Non poteva mancare l’intervento della Polizia che, nelle parole del direttore del Compartimento Polizia Postale e delle Comunicazioni di Milano Angelo Parente, ha fatto presente le continue minacce che ormai coinvolgono tutti: istituzioni, aziende e privati. Soprattutto questi ultimi hanno scarsa consapevolezza poiché ritengono che un computer infetto sia soggetto unicamente a crash mentre molti virus odierni agiscono silentemente senza danni visibili, poiché ora merce di scambio è anche la reputazione.
La minaccia globale dei Ransomware
Altra minaccia globale i ransomware, di cui sono state piene le pagine dei giornali: un riscatto, meglio ancora nella meno tracciabile criptovaluta, in cambio della restituzione dei dati che vengono lasciati dove sono sempre stati, ma cifrati, quindi inaccessibili.

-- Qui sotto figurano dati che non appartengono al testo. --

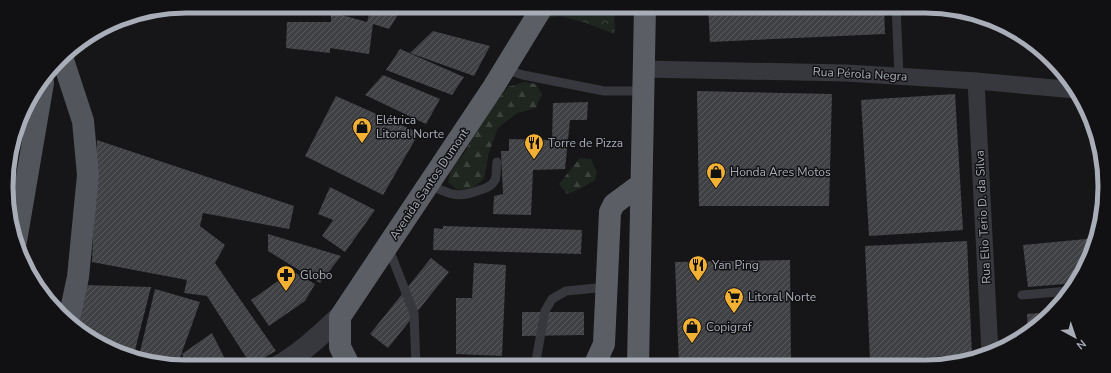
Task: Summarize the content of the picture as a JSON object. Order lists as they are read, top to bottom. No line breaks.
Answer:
{"streets":{"highway":["Avenida Santos Dumont"],"street":["Rua Pérola Negra","Rua Elio Terio D. da Silva"]},"crossings":[["Rua Pérola Negra","Rua Elio Terio D. da Silva"]],"places":{"shop":["Elétrica Litoral Norte","Honda Ares Motos","Copigraf"],"restaurant":["Torre de Pizza","Yan Ping"],"pharmacy":["Globo"],"supermarket":["Litoral Norte"]},"north":"bottom right"}
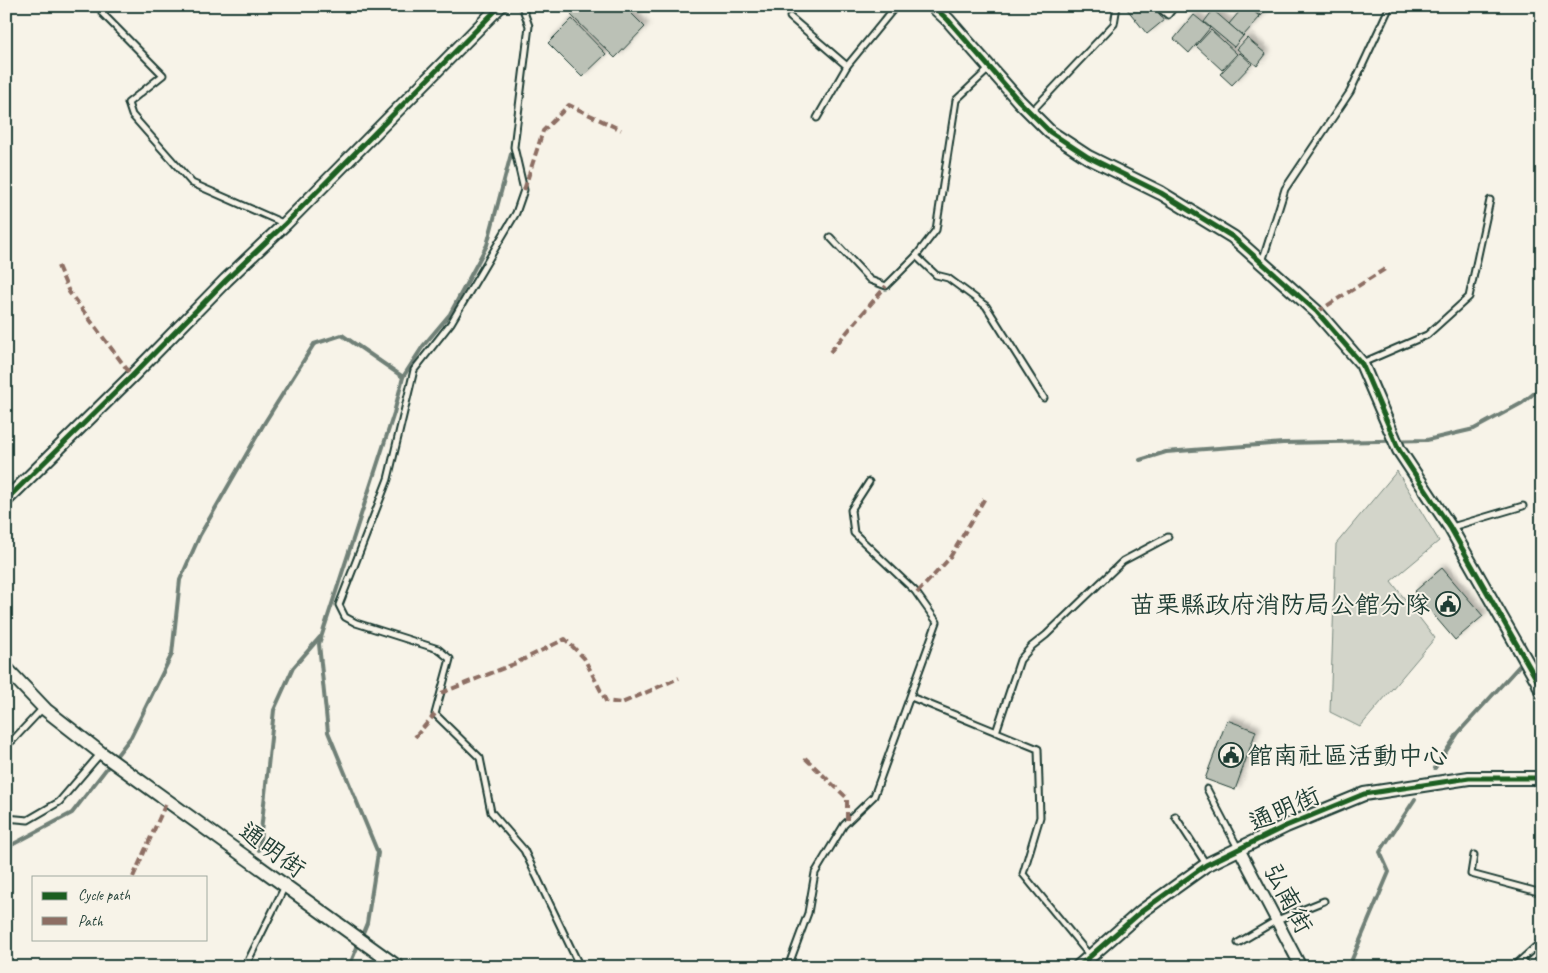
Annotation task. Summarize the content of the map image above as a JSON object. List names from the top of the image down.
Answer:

Per non parlare dei rischi che corrono le infrastrutture critiche (acqua, energia, trasporti, banche, sanità): un tempo per difenderle bastava presidiare un luogo fisico.
Infine, la visione dell’AM: già con il gen. Alberto Rosso, Capo SMA, è stata introdotta la quinta generazione di velivoli in grado di inviare dati e trasformarli in informazioni in ambito Difesa, in attesa di operare integrativamente nel multidominio, come già discusso in sede Nato. Il col. Cosimo De Luca, del IV Reparto SMA, ha esposto gli effetti della L. 244/12 ossia razionalizzazione di personale e applicativi, formazione dei meno esperti con realtà aumentata e processi certificati con blockchain ed evidenziato come gli stessi siano stati comunque una spinta verso il processo continuo di digitalizzazione caratterizzato da una connotazione fortemente innovativa.
Gli esempi pratici portati sono nell’air traffic management: il futuro sarà la stazione di controllo remota, insieme ad Enav, con la quale già è in essere la partnership D-Flight per l’Unmanned Aerial Vehicles Traffic Management (UTM), ovvero i droni. Altro settore di punta è il servizio meteo, la cui prossima mossa sarà la standard weather station in sostituzione delle 48 postazioni meteo, con conseguente aumento della resilienza della rete centrale per via del sollevamento dall’onere computazionale, nell’attesa di allargare il campo di utilizzo di big data, IOT, manutenzione predittiva e AI anche nelle previsioni meteo.
Pa digitale: all digital e AI oriented
La nuova connotazione tecnologica del potere aerospaziale ha aperto nuove frontiere consentendo una rivoluzione netcentrica delle operazioni che con l’introduzione degli F-35 ha permesso l’accelerazione in termini qualitativi e di accrescimento innovativo di tutta la forza armata.
La tendenza all digital e AI oriented nella PA non solo quindi è possibile ma in parte è già in corso: la sua importanza ai fini di crescita e razionalizzazione è ampiamente riconosciuta, come lo è la necessità di agire sistematicamente non tralasciando un’adeguata formazione a tutti i livelli.
E come evidenziato da Antonio Spalletta nell’ambito della trasformazione digitale oltre ad incrementare la sicurezza sarà necessario valutare costantemente come la Multidimensionalità, caratterizzata da informazioni sempre più complesse e frutto di correlazioni, sia da arricchire con nuovi analytics sempre verificando l’adeguamento alle capacità cognitive dell’utilizzatore.